**EXERCISE DIRECTIONS**
Within the listing, each line that has the string "minor" should be copied.

##### PROVIDED MATERIAL #####

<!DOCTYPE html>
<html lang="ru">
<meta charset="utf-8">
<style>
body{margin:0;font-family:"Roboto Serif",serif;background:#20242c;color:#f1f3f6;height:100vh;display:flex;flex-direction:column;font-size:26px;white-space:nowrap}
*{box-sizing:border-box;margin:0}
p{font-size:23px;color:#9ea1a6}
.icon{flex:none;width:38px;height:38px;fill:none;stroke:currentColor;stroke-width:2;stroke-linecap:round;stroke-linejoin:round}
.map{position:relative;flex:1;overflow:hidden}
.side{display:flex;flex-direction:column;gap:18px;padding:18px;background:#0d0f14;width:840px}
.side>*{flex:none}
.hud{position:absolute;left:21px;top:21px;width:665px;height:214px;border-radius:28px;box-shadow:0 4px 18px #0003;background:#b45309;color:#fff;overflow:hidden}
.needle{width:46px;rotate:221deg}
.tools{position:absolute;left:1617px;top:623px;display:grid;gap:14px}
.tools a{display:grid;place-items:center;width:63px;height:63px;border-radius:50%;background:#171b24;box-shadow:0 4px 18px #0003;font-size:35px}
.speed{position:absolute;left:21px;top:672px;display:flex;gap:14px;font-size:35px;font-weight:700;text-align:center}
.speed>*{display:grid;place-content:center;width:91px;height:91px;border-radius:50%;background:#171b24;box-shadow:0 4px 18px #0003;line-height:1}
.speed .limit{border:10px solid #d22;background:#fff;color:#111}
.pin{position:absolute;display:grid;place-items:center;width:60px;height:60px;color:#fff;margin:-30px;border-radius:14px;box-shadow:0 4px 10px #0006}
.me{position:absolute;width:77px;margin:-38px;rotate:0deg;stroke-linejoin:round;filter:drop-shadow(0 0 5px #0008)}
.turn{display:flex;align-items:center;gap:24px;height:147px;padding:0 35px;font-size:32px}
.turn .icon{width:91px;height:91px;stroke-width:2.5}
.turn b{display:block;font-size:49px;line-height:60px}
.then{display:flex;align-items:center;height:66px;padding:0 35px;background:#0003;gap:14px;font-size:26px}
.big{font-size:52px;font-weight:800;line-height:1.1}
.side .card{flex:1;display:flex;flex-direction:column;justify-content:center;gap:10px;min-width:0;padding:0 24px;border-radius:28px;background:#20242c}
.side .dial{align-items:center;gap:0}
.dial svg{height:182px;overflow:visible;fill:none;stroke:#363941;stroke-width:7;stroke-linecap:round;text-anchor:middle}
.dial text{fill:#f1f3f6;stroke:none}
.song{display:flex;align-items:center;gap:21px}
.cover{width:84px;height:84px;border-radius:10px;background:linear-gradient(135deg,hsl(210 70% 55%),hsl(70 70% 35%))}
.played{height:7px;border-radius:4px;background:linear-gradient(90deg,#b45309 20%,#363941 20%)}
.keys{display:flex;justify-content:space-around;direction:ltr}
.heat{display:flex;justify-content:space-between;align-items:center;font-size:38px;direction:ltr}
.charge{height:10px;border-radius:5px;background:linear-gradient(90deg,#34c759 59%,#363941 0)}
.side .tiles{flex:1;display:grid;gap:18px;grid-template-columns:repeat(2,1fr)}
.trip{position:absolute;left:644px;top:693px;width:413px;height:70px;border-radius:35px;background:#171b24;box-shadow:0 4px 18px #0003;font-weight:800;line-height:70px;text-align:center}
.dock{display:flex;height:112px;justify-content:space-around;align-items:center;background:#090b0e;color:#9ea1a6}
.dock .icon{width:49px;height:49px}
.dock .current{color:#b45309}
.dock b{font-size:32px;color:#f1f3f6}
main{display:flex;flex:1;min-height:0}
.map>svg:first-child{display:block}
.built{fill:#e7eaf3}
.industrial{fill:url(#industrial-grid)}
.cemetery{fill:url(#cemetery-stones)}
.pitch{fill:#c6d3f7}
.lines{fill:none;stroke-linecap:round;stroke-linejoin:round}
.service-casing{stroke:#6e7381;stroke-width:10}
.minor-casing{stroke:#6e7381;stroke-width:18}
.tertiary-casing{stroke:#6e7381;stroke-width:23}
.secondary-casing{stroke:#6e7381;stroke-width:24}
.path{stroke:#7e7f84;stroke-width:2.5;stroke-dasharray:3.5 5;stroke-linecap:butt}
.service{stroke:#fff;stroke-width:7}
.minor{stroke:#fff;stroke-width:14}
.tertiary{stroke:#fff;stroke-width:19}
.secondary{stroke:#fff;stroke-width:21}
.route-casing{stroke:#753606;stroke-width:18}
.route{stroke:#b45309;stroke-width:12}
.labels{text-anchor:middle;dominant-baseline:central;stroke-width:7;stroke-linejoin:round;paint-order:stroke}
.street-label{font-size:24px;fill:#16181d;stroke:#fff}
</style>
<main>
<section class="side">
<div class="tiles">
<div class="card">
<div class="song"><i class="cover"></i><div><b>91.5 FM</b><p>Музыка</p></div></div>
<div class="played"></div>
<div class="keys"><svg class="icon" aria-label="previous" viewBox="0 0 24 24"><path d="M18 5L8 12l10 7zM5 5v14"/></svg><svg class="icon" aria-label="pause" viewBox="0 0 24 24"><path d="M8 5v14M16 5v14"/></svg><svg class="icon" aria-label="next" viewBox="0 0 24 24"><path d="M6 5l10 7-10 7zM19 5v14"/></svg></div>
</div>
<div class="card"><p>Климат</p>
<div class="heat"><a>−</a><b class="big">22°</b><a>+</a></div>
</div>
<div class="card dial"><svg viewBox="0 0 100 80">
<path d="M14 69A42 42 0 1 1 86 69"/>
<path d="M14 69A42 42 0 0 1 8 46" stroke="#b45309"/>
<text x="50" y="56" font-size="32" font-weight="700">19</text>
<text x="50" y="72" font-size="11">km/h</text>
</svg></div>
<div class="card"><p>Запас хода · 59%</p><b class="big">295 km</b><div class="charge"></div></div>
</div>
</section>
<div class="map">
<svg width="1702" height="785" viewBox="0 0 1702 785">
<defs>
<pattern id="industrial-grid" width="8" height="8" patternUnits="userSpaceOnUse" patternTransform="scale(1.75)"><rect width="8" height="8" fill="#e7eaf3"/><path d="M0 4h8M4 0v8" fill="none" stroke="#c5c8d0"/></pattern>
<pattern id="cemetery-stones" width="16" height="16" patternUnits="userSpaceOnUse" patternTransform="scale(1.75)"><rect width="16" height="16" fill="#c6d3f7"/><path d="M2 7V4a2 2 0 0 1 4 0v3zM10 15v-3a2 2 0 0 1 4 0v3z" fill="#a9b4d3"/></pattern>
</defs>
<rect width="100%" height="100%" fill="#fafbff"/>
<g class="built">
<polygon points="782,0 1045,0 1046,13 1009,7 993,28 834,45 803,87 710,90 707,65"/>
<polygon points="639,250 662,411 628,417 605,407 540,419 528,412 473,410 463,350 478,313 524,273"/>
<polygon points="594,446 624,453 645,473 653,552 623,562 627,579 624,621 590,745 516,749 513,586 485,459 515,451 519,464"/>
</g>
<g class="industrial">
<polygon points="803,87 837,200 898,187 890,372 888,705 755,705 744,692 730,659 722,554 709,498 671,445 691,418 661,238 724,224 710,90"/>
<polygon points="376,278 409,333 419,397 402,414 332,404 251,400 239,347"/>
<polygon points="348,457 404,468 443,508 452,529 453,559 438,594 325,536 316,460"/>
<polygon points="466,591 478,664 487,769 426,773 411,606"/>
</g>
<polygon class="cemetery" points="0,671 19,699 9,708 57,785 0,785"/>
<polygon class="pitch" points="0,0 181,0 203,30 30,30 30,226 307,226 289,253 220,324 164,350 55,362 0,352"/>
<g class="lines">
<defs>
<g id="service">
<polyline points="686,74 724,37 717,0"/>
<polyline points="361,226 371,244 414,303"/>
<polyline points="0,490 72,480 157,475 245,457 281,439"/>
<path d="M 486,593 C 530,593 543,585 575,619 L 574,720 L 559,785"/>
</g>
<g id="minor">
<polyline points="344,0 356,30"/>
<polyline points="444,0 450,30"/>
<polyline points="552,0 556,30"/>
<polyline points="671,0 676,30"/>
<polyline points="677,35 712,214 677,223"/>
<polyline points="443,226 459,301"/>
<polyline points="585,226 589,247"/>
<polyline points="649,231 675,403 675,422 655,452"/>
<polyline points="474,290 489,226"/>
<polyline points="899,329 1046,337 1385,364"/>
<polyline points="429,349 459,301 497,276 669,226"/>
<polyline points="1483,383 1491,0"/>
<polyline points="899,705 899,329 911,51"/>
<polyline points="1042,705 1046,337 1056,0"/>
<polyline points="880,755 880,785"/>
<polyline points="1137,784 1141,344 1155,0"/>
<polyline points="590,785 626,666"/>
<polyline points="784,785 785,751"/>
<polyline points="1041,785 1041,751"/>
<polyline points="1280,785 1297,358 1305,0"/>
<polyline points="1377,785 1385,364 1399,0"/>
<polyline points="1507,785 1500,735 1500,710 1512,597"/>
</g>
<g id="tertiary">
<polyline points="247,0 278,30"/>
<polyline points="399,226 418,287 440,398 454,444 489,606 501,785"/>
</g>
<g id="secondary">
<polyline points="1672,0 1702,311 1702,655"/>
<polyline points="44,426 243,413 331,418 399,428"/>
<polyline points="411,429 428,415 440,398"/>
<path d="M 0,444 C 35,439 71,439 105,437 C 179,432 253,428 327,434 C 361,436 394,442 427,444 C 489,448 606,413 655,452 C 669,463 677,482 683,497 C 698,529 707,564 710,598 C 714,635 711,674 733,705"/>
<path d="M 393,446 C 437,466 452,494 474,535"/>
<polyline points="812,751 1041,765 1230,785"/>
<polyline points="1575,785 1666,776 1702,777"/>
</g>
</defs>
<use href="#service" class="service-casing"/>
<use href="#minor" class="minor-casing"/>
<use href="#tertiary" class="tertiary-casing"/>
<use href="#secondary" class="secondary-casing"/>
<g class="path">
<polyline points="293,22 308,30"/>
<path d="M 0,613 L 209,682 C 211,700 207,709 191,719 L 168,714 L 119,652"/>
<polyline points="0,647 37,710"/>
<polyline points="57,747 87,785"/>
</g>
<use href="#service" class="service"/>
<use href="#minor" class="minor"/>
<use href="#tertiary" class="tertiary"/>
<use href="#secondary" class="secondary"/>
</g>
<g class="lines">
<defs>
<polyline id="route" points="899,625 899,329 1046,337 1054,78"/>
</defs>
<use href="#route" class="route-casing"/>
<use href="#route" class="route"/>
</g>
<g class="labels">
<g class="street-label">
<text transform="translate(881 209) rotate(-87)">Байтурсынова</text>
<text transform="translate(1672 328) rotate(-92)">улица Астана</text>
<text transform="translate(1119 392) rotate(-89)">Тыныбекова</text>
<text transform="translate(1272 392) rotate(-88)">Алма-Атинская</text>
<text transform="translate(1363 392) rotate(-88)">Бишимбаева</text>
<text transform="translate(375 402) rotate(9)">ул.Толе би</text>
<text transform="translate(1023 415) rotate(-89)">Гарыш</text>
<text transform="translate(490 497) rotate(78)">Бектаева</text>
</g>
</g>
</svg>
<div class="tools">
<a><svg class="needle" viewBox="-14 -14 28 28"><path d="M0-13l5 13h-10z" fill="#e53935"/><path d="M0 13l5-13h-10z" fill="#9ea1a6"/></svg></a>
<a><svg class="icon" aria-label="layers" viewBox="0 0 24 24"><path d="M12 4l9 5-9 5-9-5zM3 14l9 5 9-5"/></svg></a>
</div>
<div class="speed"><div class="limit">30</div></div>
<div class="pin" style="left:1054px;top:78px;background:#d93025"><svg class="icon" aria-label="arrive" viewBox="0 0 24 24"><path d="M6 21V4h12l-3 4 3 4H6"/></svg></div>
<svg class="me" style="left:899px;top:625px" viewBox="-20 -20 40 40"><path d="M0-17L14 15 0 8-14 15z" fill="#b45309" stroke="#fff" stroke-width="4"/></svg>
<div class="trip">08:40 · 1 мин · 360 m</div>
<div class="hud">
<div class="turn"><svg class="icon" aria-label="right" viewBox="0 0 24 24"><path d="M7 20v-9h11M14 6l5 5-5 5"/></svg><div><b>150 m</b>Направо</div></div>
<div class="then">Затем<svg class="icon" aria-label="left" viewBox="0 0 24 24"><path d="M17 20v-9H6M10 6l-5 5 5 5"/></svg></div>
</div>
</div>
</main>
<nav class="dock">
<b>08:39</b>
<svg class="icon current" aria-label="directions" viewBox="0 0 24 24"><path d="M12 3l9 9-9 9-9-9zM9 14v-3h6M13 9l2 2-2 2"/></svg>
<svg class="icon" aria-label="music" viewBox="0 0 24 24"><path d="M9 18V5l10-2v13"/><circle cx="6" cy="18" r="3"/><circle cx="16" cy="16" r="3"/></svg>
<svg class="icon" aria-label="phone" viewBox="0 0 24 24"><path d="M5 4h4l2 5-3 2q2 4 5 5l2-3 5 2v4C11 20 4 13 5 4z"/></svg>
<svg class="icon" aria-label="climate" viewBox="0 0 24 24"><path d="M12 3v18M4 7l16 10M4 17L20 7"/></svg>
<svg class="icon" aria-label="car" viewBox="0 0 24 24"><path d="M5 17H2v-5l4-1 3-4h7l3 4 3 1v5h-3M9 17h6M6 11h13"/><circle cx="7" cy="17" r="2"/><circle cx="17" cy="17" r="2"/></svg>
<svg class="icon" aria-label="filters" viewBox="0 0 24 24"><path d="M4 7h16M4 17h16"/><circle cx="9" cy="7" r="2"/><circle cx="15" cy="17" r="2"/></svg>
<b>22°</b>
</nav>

#####

**WORKED SOLUTION**
.minor-casing{stroke:#6e7381;stroke-width:18}
.minor{stroke:#fff;stroke-width:14}
<g id="minor">
<use href="#minor" class="minor-casing"/>
<use href="#minor" class="minor"/>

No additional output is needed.